Here are the problems with the maxi. Extreme fashion takes on the heavy tweed floor-length maxi look dreadful. At the shows, even the fashion girls looked like extras from Tess of the D'Urbervilles. Spend a night in Soho wearing the maxi and you'll pick up a nice collection of fag butts, chewing gum and dubious stains on the hem. So for starters we need to lop at least four inches off the hem before they work for real life.

Next, we need to perfect the fit. Loose and slouchy is fine on a stick insect. On a girl with "a shape", loose tweed might as well be a potato sack. And as for the pleated, A-line versions: box pleats that kick like a tiller girl into an A-shaped skirt make the lower half of the body resemble a dalek. Don't listen to all that "For women with thighs like the clashing rocks, an A-line maxi covers all sins". Nonsense. Look at all those pasty- faced, i-D-reading girls who hang round photographers' studios in Old Street wearing tweed below-the-knee A-lines. It ain't pretty. Drop it to ankle length and you're talking Victorian nanny in a Hammer Horror B-movie.

As a guideline, think about clothing that follows the line of the body. Your body.

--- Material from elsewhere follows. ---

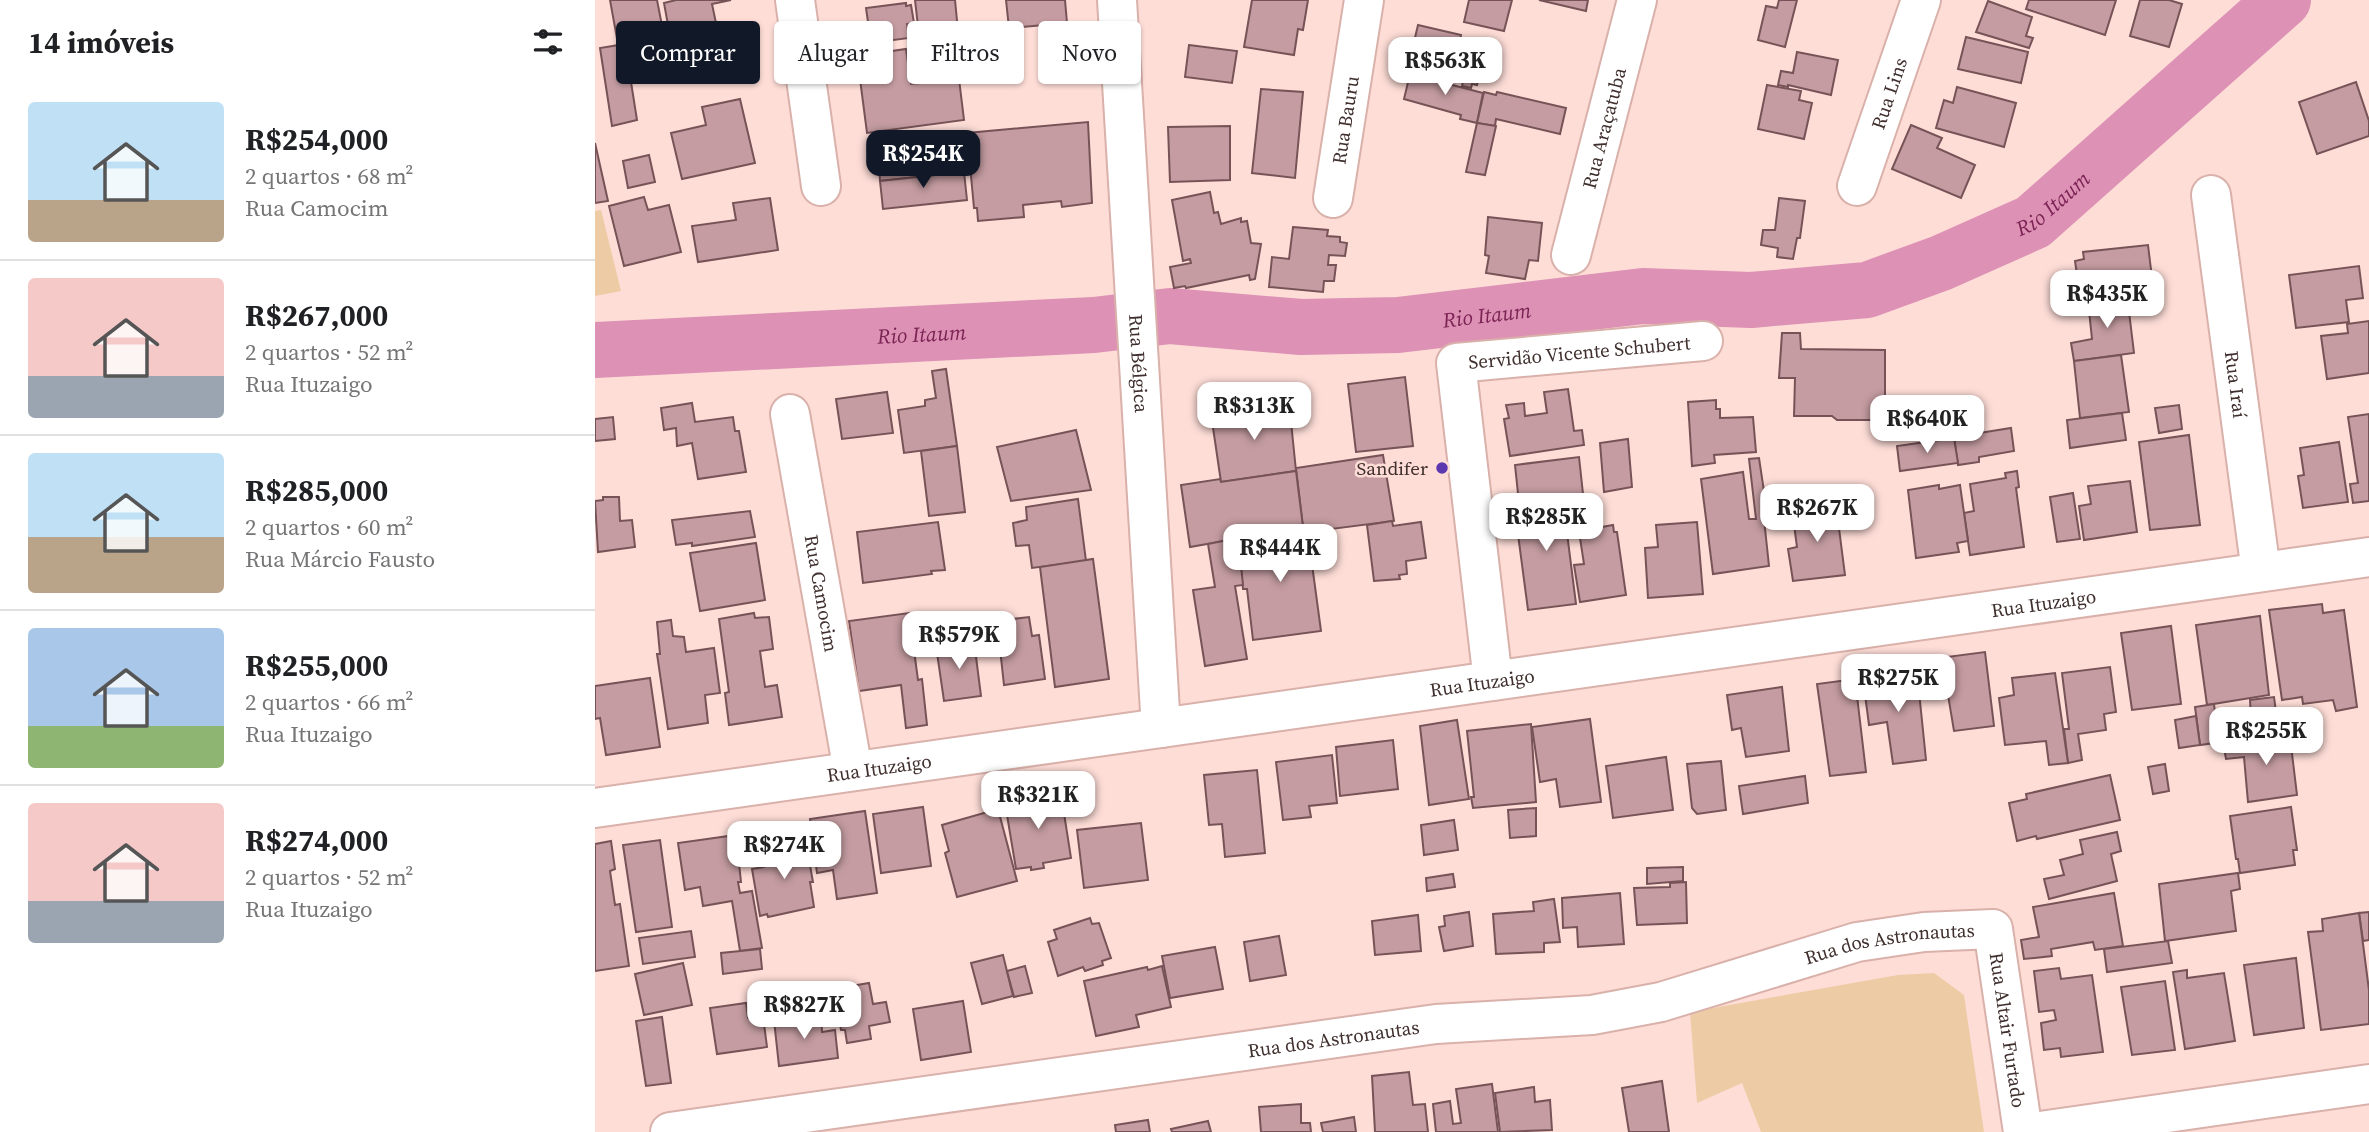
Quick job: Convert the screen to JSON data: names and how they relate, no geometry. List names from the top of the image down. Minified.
{"streets":{"street":["Rua Lins","Rua Bauru","Rua Araçatuba","Servidão Vicente Schubert","Rua Bélgica","Rua Iraí","Rua Camocim","Rua Ituzaigo","Rua dos Astronautas","Rua Altair Furtado"]},"crossings":[["Servidão Vicente Schubert","Rua Ituzaigo"],["Rua Bélgica","Rua Ituzaigo"],["Rua Iraí","Rua Ituzaigo"],["Rua Camocim","Rua Ituzaigo"],["Rua dos Astronautas","Rua Altair Furtado"]],"water":["Rio Itaum"],"places":["Sandifer"],"page":{"heading":"14 imóveis","chip":["Comprar","Alugar","Filtros","Novo"],"price":["R$563K","R$254K","R$435K","R$313K","R$640K","R$267K","R$285K","R$444K","R$579K","R$275K","R$255K","R$321K","R$274K","R$827K"],"list":[{"name":"R$254,000","note":"2 quartos · 68 m² · Rua Camocim"},{"name":"R$267,000","note":"2 quartos · 52 m² · Rua Ituzaigo"},{"name":"R$285,000","note":"2 quartos · 60 m² · Rua Márcio Fausto"},{"name":"R$255,000","note":"2 quartos · 66 m² · Rua Ituzaigo"},{"name":"R$274,000","note":"2 quartos · 52 m² · Rua Ituzaigo"}]}}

With the maxi, take time and try on. If you're not 100 per cent happy with the choice, then wait until the next winter season when everyone else will be wearing the right maxi. For now, follow the body. Think about straight, slimline skirts. Kick up your kitten heels when you see one of those poor unfortunates struggling with flat Moroccan slippers and a floor-length maxi. Come next winter, these design faults will have been rectified.

It's a question of timing. The catwalk shows for autumn/winter 98 are in March. The designers deliver autumn/winter stock as early as July. You're only just buying for the new season in October - or not, as the case may be. Think of the catwalk shows like The Truman Show. They are observed by everyone but, unlike the Jim Carey character Truman, the fashion industry knows we are watching. The front row "girls" - who are invariably 40 if they are a day - will have been wearing the maxi since March, come blazing heat or howls of ridicule on the street. It looks like you won't be wearing them until autumn/winter 99.

Thus, the real hits of the season were introduced last winter: the fine wool slouch pant, the grey flannel combat pant, the sharpened pencil skirt which brushes the knee like a Siamese cat. After a year, the high street has them all down pat and the designers have continued the people's choice pieces. The pencil skirt has endured for four seasons now. It will not go away. Designers can knife pleat it, elongate it, A-line it but you all know the straight-up pencil skirt is right.